The tag Ed25519Signature2020 is not required to be specified for the vc-api tests, however your verifier does require to be able to verify a VC with Ed25519Signature2020 proof type to pass the vc-api verifier tests since currently the mock VC data being sent to the verifiers uses the Ed25519Signature2020 proof type .

Adding the Ed25519Signature2020 tag to your issuer/verifier configs will also run the implementation against the ed25519signature2020 test suite - https://github.com/w3c/vc-di-ed25519signature2020-test-suite.

tmarkovski commented 1 year ago

@JSAssassin Thank you for the explantaion. It doesn't seem there's a good path forward without supporting Ed25519Signature2020 one way or the other. I'll add support for that and report back, so we can merge all changes together. I appreciate your patience.

msporny commented 1 year ago

@JSAssassin Thank you for the explantaion. It doesn't seem there's a good path forward without supporting Ed25519Signature2020 one way or the other. I'll add support for that and report back, so we can merge all changes together. I appreciate your patience.

We do want to eventually support multiple cryptosuites for verifiers in the VC Verifier API tests, and pick the cryptosuite based on implementation (and not just require one). We're supposed to be testing the VC Verifier API in those tests (not necessarily which cryptosuite an implementation is using), so that's where we want to go eventually.

Unfortunately, we're not there today and had to pick a cryptosuite that was most widely implemented. We'll want to discuss how to select the cryptosuite properly for the VC Verifier API tests (we can key off of the tags that people have).
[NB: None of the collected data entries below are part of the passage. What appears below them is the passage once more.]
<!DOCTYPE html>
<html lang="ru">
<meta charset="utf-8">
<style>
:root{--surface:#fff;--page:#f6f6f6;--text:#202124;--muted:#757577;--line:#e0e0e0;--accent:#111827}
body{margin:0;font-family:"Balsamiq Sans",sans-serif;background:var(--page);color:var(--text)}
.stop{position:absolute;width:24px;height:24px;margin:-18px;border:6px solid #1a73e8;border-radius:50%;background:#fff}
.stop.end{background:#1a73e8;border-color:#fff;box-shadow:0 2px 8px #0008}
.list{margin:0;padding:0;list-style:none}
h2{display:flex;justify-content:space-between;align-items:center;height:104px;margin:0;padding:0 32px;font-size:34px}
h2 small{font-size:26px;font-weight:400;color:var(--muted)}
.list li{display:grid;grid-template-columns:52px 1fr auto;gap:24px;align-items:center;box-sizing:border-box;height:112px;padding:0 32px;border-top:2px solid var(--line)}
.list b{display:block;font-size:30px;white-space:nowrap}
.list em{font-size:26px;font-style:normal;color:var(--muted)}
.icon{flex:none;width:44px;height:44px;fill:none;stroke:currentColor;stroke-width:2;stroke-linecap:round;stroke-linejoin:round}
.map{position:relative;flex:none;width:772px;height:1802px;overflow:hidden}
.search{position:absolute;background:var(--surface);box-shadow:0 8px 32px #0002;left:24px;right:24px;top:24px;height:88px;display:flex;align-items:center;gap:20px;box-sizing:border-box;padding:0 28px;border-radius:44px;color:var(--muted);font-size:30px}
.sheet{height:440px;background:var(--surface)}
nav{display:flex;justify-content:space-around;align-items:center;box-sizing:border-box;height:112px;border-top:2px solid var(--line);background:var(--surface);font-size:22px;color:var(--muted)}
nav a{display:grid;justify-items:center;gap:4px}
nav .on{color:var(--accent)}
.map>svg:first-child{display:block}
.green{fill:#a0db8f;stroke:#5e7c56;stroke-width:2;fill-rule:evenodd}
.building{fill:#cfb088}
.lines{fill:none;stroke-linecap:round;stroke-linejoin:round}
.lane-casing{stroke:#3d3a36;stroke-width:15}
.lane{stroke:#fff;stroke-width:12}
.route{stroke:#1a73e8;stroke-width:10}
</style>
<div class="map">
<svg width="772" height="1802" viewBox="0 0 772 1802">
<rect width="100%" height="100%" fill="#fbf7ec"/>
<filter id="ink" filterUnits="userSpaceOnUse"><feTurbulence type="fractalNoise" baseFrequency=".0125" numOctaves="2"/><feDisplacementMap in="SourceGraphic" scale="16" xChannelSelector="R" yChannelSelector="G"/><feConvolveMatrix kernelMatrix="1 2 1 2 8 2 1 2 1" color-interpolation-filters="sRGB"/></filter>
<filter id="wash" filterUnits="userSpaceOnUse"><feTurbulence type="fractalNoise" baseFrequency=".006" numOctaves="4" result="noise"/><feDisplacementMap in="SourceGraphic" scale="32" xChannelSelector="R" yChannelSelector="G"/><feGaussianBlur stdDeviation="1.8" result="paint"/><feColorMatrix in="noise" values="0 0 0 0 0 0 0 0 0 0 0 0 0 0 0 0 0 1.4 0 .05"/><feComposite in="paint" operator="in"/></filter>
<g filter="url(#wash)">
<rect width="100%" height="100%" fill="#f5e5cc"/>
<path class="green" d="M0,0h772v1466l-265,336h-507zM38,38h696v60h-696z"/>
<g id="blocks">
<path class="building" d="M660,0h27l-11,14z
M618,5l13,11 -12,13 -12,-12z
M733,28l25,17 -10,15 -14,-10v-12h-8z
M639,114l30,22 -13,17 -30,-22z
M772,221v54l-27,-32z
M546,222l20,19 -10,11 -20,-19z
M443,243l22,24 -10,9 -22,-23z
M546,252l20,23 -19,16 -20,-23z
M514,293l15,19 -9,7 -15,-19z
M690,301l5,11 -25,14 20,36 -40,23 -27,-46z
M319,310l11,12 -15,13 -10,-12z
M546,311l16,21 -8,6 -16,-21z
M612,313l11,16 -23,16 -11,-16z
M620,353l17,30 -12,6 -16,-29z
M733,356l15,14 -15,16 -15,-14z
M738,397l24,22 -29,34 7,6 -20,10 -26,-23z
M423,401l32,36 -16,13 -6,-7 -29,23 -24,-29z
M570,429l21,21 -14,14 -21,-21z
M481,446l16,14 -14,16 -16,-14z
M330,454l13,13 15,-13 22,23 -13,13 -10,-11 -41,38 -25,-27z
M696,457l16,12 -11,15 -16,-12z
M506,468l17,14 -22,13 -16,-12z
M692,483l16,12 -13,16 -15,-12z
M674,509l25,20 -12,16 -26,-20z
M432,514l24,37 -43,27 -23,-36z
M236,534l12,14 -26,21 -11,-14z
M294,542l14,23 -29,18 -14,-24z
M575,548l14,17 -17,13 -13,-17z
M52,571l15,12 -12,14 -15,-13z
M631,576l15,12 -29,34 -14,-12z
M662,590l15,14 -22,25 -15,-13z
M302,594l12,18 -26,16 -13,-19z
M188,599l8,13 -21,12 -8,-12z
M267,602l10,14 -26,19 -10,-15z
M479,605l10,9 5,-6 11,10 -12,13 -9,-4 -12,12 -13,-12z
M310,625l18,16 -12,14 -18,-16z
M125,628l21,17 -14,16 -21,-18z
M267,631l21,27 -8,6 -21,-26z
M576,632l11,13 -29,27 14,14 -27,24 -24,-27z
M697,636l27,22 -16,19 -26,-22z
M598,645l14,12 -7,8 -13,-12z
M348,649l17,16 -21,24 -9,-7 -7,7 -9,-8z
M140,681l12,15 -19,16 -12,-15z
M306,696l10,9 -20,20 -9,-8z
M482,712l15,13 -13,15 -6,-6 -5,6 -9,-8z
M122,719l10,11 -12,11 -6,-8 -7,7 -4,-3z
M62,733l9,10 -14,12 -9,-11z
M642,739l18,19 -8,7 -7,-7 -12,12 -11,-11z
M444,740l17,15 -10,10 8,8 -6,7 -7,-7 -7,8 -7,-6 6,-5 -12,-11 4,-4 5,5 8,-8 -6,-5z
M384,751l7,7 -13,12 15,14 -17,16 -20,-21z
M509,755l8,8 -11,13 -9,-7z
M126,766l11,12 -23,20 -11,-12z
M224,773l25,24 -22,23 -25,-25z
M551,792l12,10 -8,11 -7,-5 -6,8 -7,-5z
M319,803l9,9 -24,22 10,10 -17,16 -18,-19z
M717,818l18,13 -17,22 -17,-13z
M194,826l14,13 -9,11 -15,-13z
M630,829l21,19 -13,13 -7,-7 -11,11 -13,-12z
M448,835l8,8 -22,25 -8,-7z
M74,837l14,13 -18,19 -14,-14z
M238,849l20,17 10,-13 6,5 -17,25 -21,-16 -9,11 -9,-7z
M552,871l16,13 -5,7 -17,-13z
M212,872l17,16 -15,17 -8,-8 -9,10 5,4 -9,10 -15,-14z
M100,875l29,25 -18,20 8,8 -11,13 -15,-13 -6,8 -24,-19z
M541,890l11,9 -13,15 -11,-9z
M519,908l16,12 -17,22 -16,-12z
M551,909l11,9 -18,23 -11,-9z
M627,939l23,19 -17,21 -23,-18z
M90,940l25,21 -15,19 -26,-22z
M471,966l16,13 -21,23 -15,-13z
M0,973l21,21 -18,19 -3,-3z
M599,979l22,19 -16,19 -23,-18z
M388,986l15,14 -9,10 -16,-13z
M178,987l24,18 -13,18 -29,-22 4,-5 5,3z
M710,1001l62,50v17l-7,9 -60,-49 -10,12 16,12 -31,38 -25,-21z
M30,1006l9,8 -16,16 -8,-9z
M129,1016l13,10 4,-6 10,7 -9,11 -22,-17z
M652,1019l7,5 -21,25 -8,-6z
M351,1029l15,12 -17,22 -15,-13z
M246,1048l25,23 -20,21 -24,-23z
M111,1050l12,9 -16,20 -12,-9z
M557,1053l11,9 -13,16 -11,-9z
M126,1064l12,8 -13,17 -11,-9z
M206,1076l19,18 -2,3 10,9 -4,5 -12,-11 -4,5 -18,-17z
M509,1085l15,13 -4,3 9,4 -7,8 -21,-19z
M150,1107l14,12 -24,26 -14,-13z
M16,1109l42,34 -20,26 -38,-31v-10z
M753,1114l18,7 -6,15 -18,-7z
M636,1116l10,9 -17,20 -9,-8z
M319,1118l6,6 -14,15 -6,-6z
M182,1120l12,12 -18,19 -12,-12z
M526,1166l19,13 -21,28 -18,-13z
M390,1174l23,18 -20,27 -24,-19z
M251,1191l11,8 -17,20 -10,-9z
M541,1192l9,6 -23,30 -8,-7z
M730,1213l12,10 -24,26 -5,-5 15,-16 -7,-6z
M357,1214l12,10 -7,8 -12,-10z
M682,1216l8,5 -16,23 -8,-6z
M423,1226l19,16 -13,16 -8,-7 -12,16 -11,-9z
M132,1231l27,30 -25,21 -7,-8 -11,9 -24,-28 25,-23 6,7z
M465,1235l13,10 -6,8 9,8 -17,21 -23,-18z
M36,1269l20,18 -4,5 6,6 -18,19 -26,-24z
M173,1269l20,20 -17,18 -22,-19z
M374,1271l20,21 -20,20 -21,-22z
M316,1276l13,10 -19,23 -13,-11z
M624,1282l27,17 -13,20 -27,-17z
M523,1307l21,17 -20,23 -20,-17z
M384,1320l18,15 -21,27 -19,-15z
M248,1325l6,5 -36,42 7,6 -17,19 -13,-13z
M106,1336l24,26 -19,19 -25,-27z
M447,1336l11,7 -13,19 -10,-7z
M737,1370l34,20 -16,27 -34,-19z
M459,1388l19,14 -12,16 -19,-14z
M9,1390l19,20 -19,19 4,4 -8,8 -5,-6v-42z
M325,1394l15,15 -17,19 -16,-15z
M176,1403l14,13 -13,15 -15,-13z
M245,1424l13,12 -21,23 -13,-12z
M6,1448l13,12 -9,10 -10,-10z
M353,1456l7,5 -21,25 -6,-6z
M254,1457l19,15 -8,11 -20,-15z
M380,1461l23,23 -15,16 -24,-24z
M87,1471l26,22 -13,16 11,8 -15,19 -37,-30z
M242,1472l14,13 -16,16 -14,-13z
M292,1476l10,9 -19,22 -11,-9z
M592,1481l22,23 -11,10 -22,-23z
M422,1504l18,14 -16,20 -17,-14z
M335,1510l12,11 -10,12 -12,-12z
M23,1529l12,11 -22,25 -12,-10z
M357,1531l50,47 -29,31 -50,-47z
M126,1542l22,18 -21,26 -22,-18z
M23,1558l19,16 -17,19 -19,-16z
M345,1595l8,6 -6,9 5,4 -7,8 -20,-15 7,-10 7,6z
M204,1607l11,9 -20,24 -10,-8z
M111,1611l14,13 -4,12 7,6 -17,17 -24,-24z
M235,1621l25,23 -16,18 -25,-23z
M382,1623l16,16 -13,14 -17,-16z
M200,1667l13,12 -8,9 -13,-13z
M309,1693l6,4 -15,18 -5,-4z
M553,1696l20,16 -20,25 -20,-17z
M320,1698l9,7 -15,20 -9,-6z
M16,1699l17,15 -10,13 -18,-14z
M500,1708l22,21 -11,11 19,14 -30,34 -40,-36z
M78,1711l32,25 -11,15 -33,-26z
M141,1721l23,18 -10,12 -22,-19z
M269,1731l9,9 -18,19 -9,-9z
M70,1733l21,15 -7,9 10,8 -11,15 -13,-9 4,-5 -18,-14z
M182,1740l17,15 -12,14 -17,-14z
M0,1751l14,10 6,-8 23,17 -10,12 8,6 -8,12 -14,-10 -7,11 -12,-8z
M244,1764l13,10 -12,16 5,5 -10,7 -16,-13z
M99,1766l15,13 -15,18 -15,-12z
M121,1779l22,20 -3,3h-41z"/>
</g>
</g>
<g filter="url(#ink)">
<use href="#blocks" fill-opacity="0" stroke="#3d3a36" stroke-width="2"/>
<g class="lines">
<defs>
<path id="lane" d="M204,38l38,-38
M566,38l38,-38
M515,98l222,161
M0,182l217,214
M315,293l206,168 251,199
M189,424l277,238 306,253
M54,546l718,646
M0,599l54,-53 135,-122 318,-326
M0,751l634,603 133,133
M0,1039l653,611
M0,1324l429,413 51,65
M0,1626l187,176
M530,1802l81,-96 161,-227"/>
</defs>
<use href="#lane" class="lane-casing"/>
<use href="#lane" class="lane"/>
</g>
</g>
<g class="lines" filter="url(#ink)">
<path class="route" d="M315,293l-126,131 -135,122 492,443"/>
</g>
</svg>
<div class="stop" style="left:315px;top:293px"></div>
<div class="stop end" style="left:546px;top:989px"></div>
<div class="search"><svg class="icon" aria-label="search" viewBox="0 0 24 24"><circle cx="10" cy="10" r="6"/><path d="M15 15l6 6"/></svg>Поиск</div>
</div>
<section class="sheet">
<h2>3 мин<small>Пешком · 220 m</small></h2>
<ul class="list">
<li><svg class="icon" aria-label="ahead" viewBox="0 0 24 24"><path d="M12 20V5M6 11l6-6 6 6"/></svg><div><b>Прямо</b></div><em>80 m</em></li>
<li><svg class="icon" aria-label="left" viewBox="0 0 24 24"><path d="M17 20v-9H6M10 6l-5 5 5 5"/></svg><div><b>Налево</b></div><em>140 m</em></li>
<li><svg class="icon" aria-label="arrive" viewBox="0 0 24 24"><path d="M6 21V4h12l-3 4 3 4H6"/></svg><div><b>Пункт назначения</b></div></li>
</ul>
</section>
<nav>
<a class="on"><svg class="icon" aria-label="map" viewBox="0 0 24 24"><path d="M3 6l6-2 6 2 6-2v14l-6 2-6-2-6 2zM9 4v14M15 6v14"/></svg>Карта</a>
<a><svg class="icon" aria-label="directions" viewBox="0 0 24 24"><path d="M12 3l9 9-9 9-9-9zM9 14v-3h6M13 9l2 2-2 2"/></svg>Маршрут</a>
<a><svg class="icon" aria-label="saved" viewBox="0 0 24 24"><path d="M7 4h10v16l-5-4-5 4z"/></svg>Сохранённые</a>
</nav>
The only complexity is the NxN interop tests we do -- some verifiers won't be able to interop w/ some issuers based on the cryptosuites the issuers use. We'll get there eventually.

tmarkovski commented 1 year ago

@JSAssassin Implementation is now updated with support for vc-api, eddsa-2022 and Ed25519Signature2020 for both issuers and verifiers.